Craig German, 59, of Kernersville, N.C., was sentenced to 70 months in federal prison by Senior U.S. District Court Judge William T. Moore Jr., said Bobby L. Christine, U.S. Attorney for the Southern District of Georgia. German, who pled guilty to Conspiracy to Steal Trade Secrets in September 2019, also was ordered to pay a fine of $2,000 and serve three years of supervised release after completion of his prison sentence. There is no parole in the federal system.
“Theft is theft, pure and simple.
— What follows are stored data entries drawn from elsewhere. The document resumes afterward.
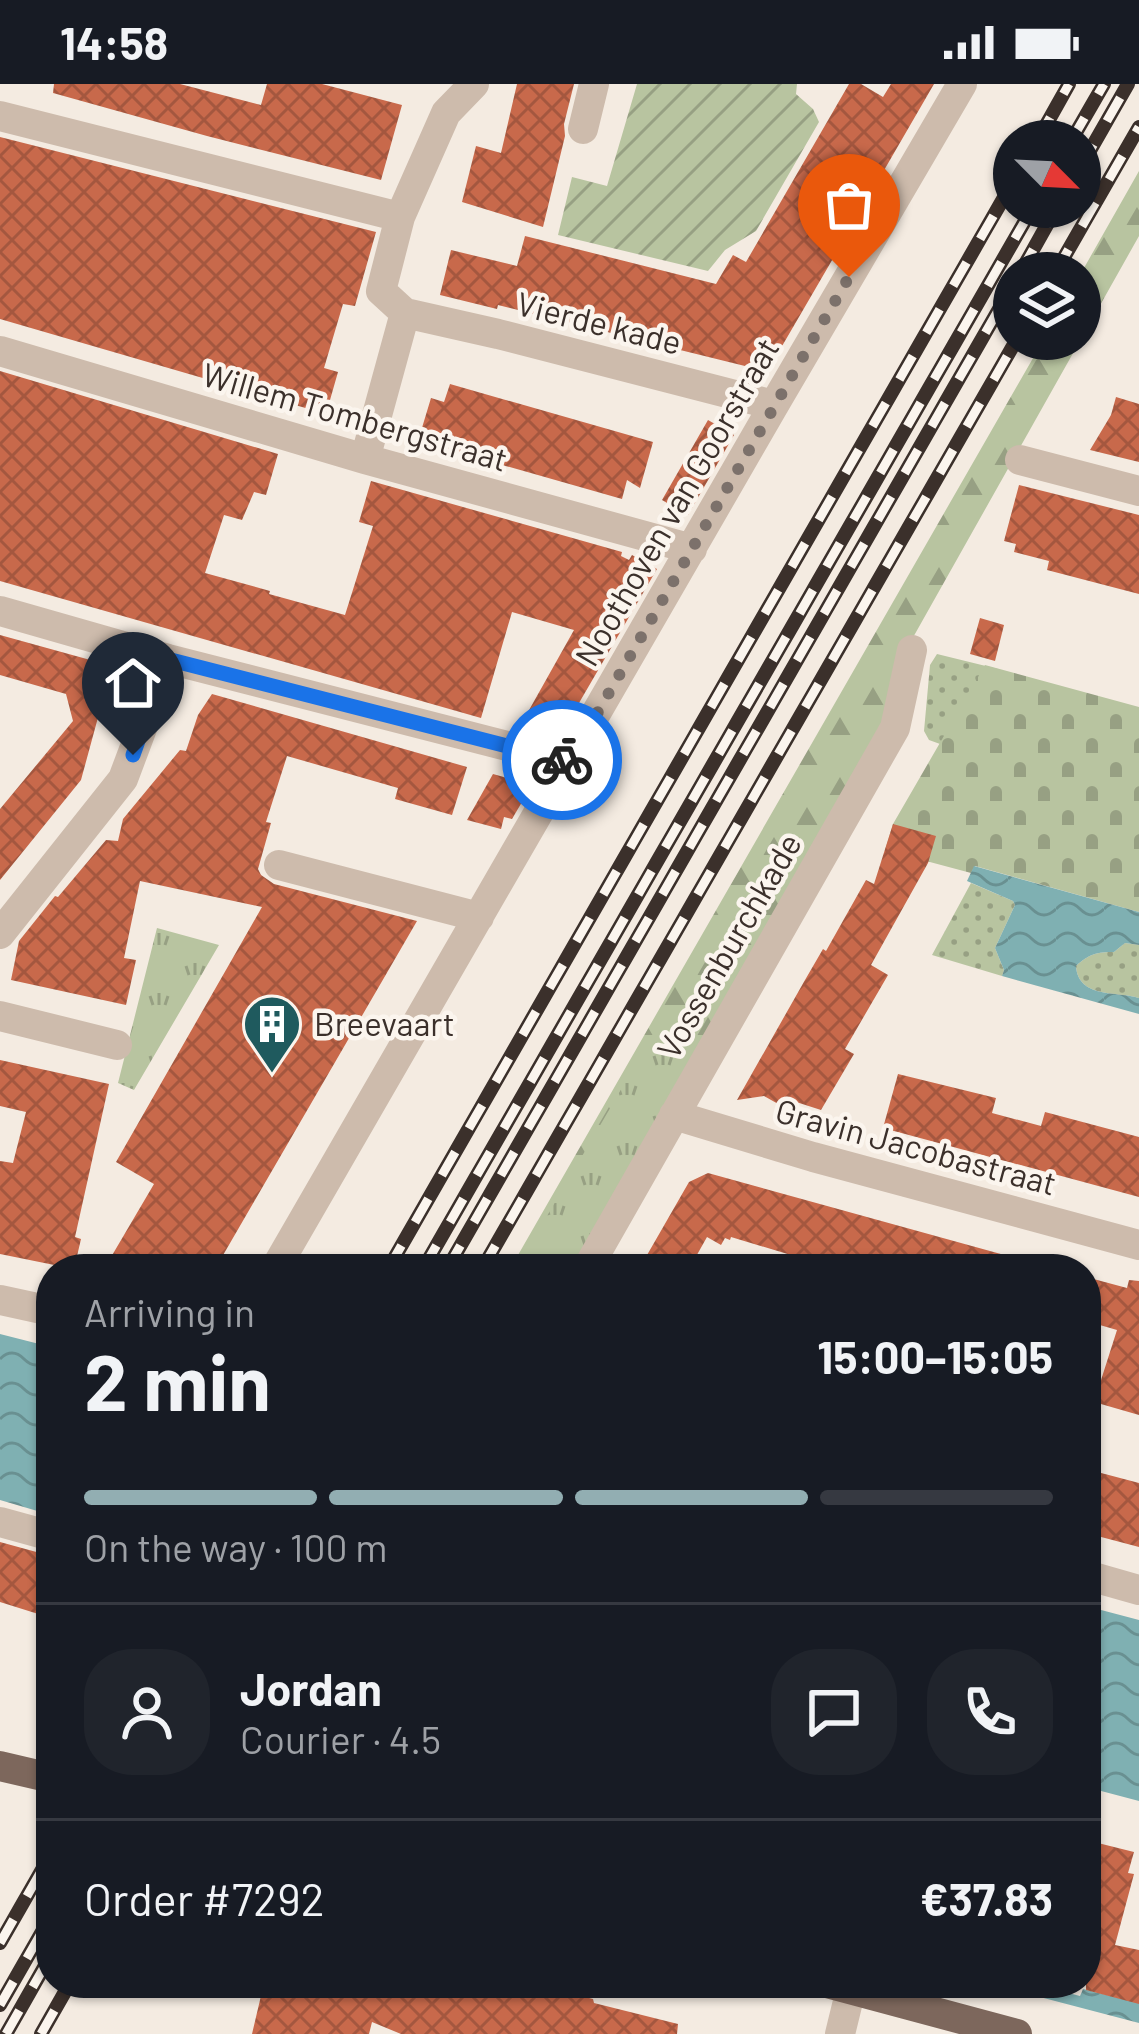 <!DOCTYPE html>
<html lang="en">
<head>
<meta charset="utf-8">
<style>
	:root { --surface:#171b24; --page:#20242c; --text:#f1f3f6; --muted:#9ea1a6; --line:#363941; --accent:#92aeb2 }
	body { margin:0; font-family:Barlow,sans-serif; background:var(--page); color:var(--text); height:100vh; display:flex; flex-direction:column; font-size:45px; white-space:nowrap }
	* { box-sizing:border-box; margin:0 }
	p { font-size:39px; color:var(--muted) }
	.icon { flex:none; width:66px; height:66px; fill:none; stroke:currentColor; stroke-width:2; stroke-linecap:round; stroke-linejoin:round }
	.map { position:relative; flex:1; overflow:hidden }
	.drawer { position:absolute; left:36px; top:1170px; width:1065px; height:744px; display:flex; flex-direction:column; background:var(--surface); border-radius:48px; box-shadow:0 3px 9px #0004 }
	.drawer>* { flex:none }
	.needle { width:78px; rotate:114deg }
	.tools { position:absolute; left:993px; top:36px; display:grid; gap:24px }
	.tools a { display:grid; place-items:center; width:108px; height:108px; border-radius:50%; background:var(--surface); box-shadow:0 3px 9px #0004; font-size:60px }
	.pin { position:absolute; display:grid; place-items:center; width:102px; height:102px; color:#fff; margin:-123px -51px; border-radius:50% 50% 50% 0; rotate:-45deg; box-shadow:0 0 12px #0007 }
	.pin .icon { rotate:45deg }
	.courier { position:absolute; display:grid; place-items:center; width:120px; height:120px; margin:-60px; border:9px solid #1a73e8; border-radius:50%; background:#fff; color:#222; box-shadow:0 3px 15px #0007 }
	.headline em { font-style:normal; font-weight:700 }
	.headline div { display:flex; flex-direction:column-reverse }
	.headline { display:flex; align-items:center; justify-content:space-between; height:204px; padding:0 48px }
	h1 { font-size:78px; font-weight:700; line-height:90px }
	.bar { display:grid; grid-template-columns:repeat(4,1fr); gap:18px 12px; align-content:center; height:144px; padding:0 48px }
	.bar i { height:15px; border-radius:9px; background:var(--line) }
	.bar .on { background:var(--accent) }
	.bar p { grid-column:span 4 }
	.line { display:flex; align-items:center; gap:30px; padding:0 48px; border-top:3px solid var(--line) }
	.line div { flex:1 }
	.round { display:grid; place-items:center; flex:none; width:126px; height:126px; border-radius:48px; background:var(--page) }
	.status { display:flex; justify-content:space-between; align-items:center; height:84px; padding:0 60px; background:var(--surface); direction:ltr }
	.status svg { height:33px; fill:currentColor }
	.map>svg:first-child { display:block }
	.grass { fill:url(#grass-dots) }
	.forest { fill:url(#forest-firs) }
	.cemetery { fill:url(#cemetery-stones) }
	.park { fill:url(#park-tufts) }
	.garden { fill:url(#garden-furrows) }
	.water { fill:url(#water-waves) }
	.building { fill:url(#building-cross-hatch) }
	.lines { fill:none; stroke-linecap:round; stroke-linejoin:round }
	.minor { stroke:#cdbbac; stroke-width:30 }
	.major { stroke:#7d675c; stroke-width:30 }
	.rail-casing { stroke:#3b302b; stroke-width:14 }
	.rail { stroke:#fbf5ee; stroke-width:9; stroke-dasharray:27; stroke-linecap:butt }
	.done { stroke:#7c716b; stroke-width:12; stroke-dasharray:0 21.6 }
	.route { stroke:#1a73e8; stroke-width:15 }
	.labels { text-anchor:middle; stroke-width:9; stroke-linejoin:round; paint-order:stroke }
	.street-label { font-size:33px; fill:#3b302b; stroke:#fbf5ee }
	.poi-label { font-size:33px; fill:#3b302b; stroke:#fbf5ee; text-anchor:start }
</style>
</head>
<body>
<div class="status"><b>14:58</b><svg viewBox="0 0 49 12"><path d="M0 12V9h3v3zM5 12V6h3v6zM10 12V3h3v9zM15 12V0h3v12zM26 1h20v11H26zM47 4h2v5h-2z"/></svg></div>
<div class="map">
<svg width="1139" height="1950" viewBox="0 0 1139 1950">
	<defs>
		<pattern id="grass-dots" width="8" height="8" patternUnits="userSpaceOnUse" patternTransform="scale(3)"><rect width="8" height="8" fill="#b8c4a0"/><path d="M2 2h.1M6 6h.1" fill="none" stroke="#97a083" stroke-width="1.8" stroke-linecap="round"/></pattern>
		<pattern id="forest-firs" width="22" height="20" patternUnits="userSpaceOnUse" patternTransform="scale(3)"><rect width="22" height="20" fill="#b8c4a0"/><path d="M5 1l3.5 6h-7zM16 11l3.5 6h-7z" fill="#97a083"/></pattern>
		<pattern id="cemetery-stones" width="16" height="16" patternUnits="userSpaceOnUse" patternTransform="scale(3)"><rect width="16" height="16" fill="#b8c4a0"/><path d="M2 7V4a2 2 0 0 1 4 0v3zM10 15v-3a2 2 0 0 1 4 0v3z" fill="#97a083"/></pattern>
		<pattern id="park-tufts" width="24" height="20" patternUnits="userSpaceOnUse" patternTransform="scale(3)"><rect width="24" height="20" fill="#b8c4a0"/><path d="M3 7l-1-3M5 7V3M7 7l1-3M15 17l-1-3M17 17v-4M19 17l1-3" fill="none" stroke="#97a083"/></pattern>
		<pattern id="garden-furrows" width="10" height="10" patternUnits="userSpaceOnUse" patternTransform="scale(3)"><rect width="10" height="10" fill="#b8c4a0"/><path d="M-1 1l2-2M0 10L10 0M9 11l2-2" fill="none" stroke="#97a083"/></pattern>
		<pattern id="water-waves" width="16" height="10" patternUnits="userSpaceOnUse" patternTransform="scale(3)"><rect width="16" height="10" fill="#7fb0b2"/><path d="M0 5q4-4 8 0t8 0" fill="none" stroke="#699091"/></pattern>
		<pattern id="building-cross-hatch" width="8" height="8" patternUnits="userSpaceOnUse" patternTransform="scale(3)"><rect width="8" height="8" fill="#c8694b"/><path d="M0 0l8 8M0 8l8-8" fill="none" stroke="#a4573f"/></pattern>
	</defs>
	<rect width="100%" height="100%" fill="#f4ebe1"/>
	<path class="grass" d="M937 570 998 585 976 673 929 656 924 647 930 581Z
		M971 799 1013 817 1015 821 995 864 1004 886 1002 892 932 871Z
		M1125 859 1139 861V914C1118 907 1078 915 1076 882 1089 870 1097 868 1114 868Z"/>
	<path class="forest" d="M1139 87V152L893 589 890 635 577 1185H510L1044 255H1080V191Z"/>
	<path class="cemetery" d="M985 581 1139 623V828L975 782 971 789 885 766 893 740Z"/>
	<path class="park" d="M157 844 219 861 134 1006 118 999Z
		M657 944 700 969 572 1185H516Z"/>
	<path class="garden" d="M637 0H797L796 10 813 25 819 38 756 147 725 166 708 187 558 151 572 93 607 102Z"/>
	<path class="water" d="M974 782 1139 828V861L1125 859 1114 868C1097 868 1089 870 1076 882 1078 915 1118 907 1139 914V930L1002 892 1004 886 995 864 1015 821 1013 817 967 797Z
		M0 1250 51 1263V1431L0 1416Z
		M1086 1522 1139 1536V1717L1086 1703Z
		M987 1899H1030L1080 1912 1083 1905 1139 1919V1939Z"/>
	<path class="building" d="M54 0H180L261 21 267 0H322L402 21 381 96 207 52 53 9Z
		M517 0H574L564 40 565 52 543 143 462 118 476 62 501 69Z
		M849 0H861L883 13 891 0H934L872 107 875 109 859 137 856 135 778 269 749 283 498 221 497 225 440 211 451 166 517 182 525 152 716 200 733 171 746 178Z
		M0 53 376 148 355 222 343 220 324 284 338 288 326 330 0 235Z
		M0 287 278 370 266 411 254 408 242 436 224 431 205 489 270 507 269 510 345 531 373 442 359 438 371 397 622 468 621 472 629 476 632 471 657 485 558 655 519 644 574 546 512 528 481 634 0 497Z
		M450 300 653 358 640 404 627 396 622 415 418 357 431 314 444 318Z
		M1116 313 1139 320V378L1090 366 1111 331Z
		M708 336 734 351 688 431 662 416Z
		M1019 401 1139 431V510L1047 486 1049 477 1014 468 1016 460 1004 457Z
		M980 534 1004 541 995 577 970 570Z
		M0 551 112 582 81 696 0 796V725L73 637 66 610 0 591Z
		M212 610 467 683 452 731 395 715 398 704 287 672 266 738 271 739 258 785 261 791 274 800 417 837 215 1185H104L154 1100 116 1078 262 823 140 797 124 874 136 876 126 921 11 896 19 857 55 812 58 813 106 756 118 757 123 735 180 666 186 667 198 631Z
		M493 690 532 701 512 735 504 733 501 745 467 736Z
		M893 740 936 752 928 779 871 881 888 891 845 965 854 970 821 1026 793 1017 791 1021 783 1016 780 1021 764 1012 737 1016 805 896 823 865 826 867 866 796 874 800Z
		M0 976 109 1000 75 1153 81 1155 74 1185 0 1170V1077L13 1079 26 1028 0 1022Z
		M898 990 996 1014 992 1029 1041 1042 1045 1028 1139 1053V1113L883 1044Z
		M708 1089 1026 1177 1025 1185H837L731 1153 730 1156 725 1154 721 1161 707 1153 689 1185H639L689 1098Z
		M1086 1193 1127 1204 1129 1196 1139 1197V1331L1094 1318 1117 1246 1086 1237Z
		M1086 1385 1139 1399V1463L1086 1449Z
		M0 1458 51 1472V1534L0 1518Z
		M1086 1756 1134 1768 1128 1789 1134 1790 1115 1861 1139 1866V1920L1086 1906Z
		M264 1899H517L563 1911 566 1908 593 1915 594 1919 678 1940 677 1950H401L372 1938 369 1950H252Z"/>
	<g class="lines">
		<path class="minor" d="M0 32 400 133
			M583 45 594 0
			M405 229 498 250 774 321
			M0 267 365 375 692 465
			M365 375 405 229 381 207 400 133 446 29 474 0
			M1020 376 1139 407
			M0 527 168 575 569 678
			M279 781 479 833
			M0 850 123 695 168 575
			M0 932 117 961
			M674 1031 813 1073 1139 1161
			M275 1185 774 321 962 0
			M587 1185 895 644 912 566
			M0 1216 51 1227
			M0 1438 51 1452
			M1086 1491 1139 1506
			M840 1950 851 1905"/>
		<path class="major" d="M0 1682 51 1694
			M827 1899 1017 1950"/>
		<defs>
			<path id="rail" d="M1037 57 1069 0
				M1071 57 1104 0
				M1080 84 1128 0
				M1020 189 1057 123
				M1055 189 1139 43
				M388 1185 1014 96
				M423 1185 1033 123
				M447 1185 1014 199
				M482 1185 1017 255
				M0 1859 51 1770
				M0 1921 51 1832
				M6 1950 51 1871
				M41 1950 70 1899"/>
		</defs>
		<use href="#rail" class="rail-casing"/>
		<use href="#rail" class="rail"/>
	</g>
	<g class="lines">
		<path class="done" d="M562 676 569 678 849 193"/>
		<path class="route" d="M133 671 167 575 562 676"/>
	</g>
	<defs>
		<symbol id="building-pin" viewBox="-11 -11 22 30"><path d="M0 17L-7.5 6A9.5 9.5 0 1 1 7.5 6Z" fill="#1f5a5e" stroke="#fbf5ee"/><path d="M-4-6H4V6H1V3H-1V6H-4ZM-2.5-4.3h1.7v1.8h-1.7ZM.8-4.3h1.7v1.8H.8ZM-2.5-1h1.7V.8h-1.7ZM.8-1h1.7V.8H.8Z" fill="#fff"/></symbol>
	</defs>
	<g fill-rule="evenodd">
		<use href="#building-pin" x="239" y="907" width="66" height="90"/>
	</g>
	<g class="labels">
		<g class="street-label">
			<text transform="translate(599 239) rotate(14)" y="12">Vierde kade</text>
			<text transform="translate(355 333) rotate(16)" y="12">Willem Tombergstraat</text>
			<text transform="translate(677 418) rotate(-60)" y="12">Noothoven van Goorstraat</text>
			<text transform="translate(729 862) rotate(-60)" y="12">Vossenburchkade</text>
			<text transform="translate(916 1063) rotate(15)" y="12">Gravin Jacobastraat</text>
		</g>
		<g class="poi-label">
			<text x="314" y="952">Breevaart</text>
		</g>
	</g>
</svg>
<div class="tools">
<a><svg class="needle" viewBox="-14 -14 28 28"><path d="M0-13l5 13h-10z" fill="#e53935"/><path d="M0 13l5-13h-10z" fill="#9ea1a6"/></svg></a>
<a><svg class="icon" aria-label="layers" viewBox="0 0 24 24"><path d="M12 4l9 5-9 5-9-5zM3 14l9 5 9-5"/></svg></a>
</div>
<div class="pin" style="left:849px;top:193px;background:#ea580c"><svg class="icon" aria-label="bag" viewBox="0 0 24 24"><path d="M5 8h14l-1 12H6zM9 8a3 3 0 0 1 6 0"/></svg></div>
<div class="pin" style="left:133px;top:671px;background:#1f2937"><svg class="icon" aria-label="home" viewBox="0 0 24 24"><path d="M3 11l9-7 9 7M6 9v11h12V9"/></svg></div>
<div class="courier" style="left:562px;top:676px"><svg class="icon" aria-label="bike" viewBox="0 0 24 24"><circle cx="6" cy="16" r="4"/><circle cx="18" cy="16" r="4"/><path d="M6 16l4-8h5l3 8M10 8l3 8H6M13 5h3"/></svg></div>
<section class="drawer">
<div class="headline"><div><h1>2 min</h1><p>Arriving in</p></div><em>15:00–15:05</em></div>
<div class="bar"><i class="on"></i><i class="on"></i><i class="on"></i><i></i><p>On the way · 100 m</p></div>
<div class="line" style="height:216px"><a class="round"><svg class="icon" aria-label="person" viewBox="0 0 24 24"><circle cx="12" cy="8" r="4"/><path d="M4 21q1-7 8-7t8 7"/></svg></a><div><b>Jordan</b><p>Courier · 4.5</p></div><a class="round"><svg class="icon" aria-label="chat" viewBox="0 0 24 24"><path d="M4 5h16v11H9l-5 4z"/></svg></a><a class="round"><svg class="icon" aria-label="phone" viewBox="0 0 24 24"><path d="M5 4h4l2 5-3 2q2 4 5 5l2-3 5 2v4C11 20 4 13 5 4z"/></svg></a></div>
<div class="line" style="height:156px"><div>Order #7292</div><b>€37.83</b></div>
</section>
</div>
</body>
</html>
Any company’s intellectual property has value – not only in dollars, but in the amount of time and effort put into its creation,” said Bobby L. Christine, U.S. Attorney for the Southern District of Georgia. “By stealing the trade secrets of his employer, German attempted a shortcut to his own enrichment and instead will take a long ride to prison.”
According to court documents and testimony, German agreed with his co-conspirators to steal trade secrets from aircraft companies in order to assist a competitor company in developing their own anti-ice aircraft technology. Without authorization, German copied anti-ice trade secret documents from the aircraft company for which he worked, and then emailed those documents to his co-conspirators.
“German chose to steal the secrets of a U.S. company rather than do the hard work necessary to succeed in the free market, and now he is paying the price,” said Chris Hacker, Special Agent in Charge of FBI Atlanta. “We are pleased by this sentence, and the FBI will continue to aggressively protect America’s economic security and intellectual property from foreign adversaries.”
The case was investigated by the FBI and prosecuted for the United States by Assistant U.S. Attorneys Jennifer G. Solari and Steven H. Lee.